▶ TASK PROMPT
Each line of the data that includes the string "Brasil" is to be copied out.

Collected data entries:

------------------------------------------------

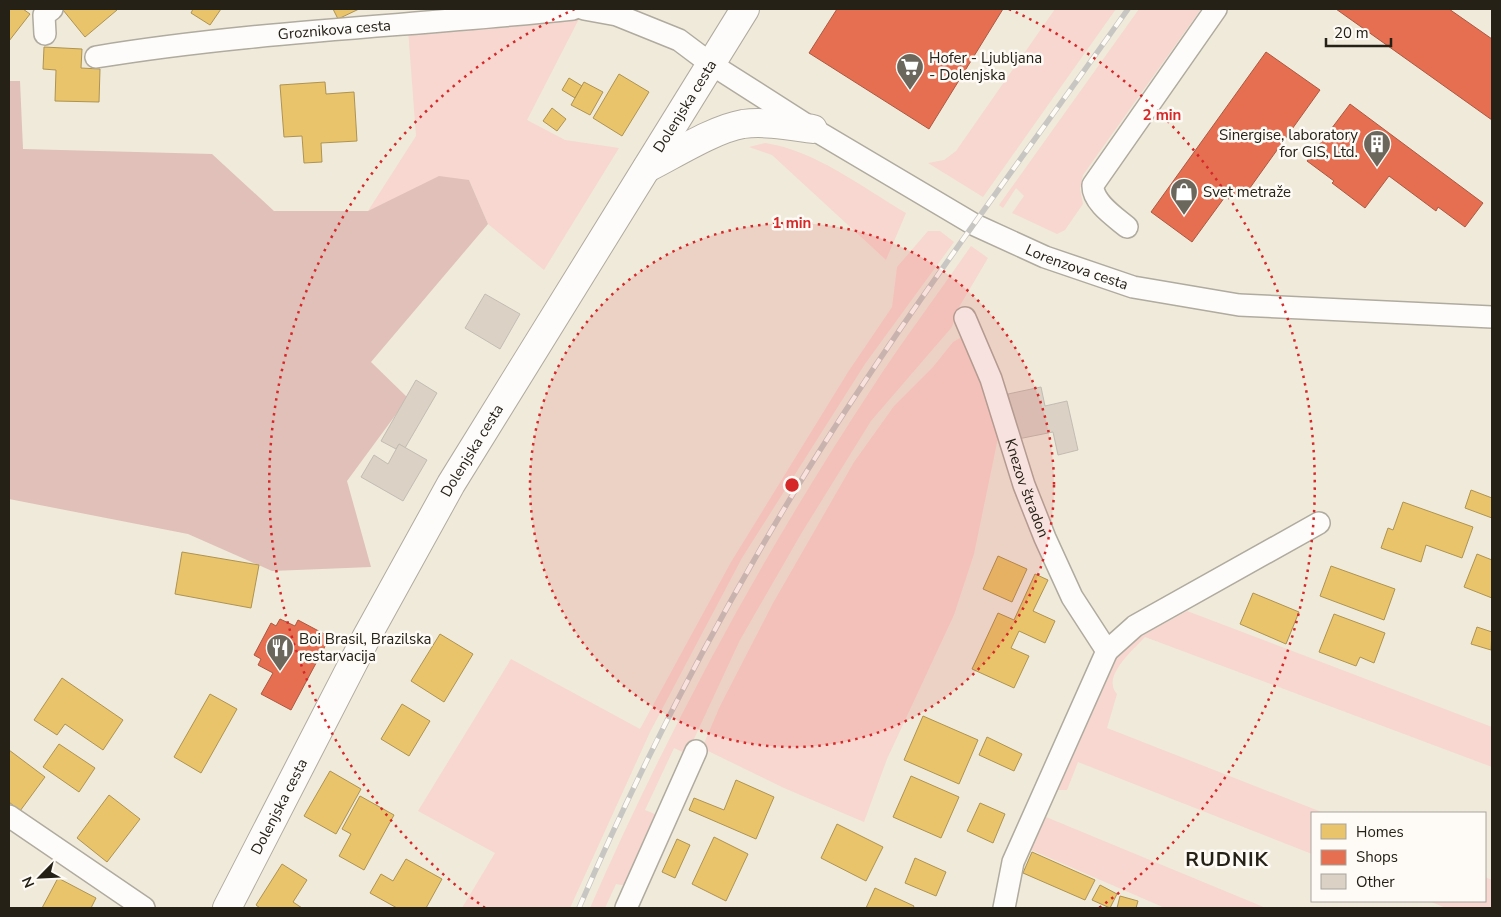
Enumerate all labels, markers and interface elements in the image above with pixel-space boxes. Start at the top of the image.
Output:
street label: Groznikova cesta [277,15,392,45]
scale bar [1326,15,1391,47]
text: 20 m [1334,23,1369,43]
place label: Hofer - Ljubljana - Dolenjska [929,48,1042,85]
supermarket icon: Hofer - Ljubljana - Dolenjska [895,52,925,91]
street label: Dolenjska cesta [649,56,721,156]
text: 2 min [1143,105,1181,125]
place label: Sinergise, laboratory for GIS, Ltd. [1219,125,1358,162]
building icon: Sinergise, laboratory for GIS, Ltd. [1362,129,1392,168]
shop icon: Svet metraže [1169,177,1199,216]
place label: Svet metraže [1203,182,1291,202]
text: 1 min [773,213,811,233]
street label: Lorenzova cesta [1022,239,1131,295]
street label: Dolenjska cesta [436,400,508,501]
street label: Knezov štradon [1000,436,1054,540]
centre of rings [783,476,801,494]
place label: Boi Brasil, Brazilska restarvacija [299,629,432,666]
restaurant icon: Boi Brasil, Brazilska restarvacija [265,633,295,672]
street label: Dolenjska cesta [246,755,312,858]
legend [1311,812,1486,902]
text: Homes [1356,822,1404,842]
district label: RUDNIK [1185,846,1269,873]
text: Shops [1356,847,1398,867]
north arrow [15,852,65,902]
text: Other [1356,872,1395,892]
text: N [18,873,39,891]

------------------------------------------------

▶ SOLUTION
place label: Boi Brasil, Brazilska restarvacija [299,629,432,666]
restaurant icon: Boi Brasil, Brazilska restarvacija [265,633,295,672]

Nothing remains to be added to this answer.